ABOUT THIS TASK: Among the entries below, which lines include the string "rows"? Show each one.

[Collected data]
________________________

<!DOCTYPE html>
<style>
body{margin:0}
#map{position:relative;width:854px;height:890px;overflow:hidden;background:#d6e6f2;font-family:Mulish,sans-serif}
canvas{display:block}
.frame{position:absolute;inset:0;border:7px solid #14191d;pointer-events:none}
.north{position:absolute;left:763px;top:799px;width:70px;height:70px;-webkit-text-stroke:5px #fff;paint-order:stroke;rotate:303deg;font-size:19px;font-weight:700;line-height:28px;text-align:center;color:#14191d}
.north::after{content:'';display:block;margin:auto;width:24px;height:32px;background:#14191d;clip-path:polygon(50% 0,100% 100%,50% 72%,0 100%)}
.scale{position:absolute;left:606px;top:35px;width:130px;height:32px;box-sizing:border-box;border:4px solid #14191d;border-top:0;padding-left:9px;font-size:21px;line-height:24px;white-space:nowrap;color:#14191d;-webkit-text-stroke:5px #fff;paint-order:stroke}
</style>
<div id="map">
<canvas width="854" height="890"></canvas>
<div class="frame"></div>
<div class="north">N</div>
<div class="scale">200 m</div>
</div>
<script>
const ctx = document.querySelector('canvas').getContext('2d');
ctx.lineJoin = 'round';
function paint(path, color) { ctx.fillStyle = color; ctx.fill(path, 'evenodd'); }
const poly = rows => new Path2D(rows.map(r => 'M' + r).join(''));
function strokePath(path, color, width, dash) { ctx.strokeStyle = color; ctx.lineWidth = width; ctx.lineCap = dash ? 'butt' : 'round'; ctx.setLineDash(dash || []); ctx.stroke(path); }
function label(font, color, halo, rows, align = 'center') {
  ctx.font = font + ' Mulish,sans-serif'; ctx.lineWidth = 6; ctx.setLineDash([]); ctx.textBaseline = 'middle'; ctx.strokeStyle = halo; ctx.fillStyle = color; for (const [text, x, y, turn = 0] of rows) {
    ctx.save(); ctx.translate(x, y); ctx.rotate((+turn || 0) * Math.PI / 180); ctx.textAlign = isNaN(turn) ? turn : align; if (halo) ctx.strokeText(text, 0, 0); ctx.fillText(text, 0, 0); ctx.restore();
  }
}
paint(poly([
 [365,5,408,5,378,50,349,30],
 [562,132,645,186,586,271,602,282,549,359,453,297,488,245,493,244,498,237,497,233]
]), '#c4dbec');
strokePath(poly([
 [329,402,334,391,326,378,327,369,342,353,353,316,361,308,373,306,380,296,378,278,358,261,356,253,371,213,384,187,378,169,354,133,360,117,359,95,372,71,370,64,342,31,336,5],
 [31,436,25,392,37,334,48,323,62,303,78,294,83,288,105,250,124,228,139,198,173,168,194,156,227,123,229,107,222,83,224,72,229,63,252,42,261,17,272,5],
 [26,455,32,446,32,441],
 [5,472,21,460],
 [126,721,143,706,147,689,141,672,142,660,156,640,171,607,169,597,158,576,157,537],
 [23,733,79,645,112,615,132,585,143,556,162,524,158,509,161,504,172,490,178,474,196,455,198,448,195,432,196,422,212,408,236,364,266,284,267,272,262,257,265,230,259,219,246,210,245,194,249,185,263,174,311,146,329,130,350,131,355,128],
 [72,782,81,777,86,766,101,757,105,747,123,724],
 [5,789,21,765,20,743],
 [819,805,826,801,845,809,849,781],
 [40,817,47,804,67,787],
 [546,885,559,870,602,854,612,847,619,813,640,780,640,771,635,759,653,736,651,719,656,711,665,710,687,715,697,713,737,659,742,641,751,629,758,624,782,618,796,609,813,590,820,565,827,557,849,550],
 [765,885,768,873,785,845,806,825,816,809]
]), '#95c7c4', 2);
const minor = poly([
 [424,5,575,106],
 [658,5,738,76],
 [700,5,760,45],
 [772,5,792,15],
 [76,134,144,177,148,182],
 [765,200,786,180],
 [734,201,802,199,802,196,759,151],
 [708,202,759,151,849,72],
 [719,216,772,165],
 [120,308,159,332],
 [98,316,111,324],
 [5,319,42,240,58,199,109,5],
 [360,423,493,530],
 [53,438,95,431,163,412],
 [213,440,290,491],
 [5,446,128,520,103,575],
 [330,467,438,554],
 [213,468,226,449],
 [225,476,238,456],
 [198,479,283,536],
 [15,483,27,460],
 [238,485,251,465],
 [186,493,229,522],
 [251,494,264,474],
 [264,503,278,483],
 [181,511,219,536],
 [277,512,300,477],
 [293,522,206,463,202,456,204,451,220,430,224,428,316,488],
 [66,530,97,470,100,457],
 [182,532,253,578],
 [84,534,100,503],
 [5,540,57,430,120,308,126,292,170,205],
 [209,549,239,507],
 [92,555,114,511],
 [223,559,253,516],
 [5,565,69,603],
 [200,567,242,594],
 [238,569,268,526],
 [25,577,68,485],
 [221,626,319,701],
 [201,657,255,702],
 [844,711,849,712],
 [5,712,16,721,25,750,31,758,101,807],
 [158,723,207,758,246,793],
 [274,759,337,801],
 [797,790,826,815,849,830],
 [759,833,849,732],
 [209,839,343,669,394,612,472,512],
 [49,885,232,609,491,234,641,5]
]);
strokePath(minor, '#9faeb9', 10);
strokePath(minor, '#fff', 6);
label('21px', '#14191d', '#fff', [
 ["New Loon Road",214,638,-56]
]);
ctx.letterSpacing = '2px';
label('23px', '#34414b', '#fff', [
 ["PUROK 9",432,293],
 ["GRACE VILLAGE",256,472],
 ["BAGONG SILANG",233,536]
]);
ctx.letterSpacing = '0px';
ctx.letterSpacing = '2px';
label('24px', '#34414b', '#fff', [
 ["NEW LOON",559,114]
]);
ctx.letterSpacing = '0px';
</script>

________________________

TASK SOLUTION:
const poly = rows => new Path2D(rows.map(r => 'M' + r).join(''));
function label(font, color, halo, rows, align = 'center') {
  ctx.font = font + ' Mulish,sans-serif'; ctx.lineWidth = 6; ctx.setLineDash([]); ctx.textBaseline = 'middle'; ctx.strokeStyle = halo; ctx.fillStyle = color; for (const [text, x, y, turn = 0] of rows) {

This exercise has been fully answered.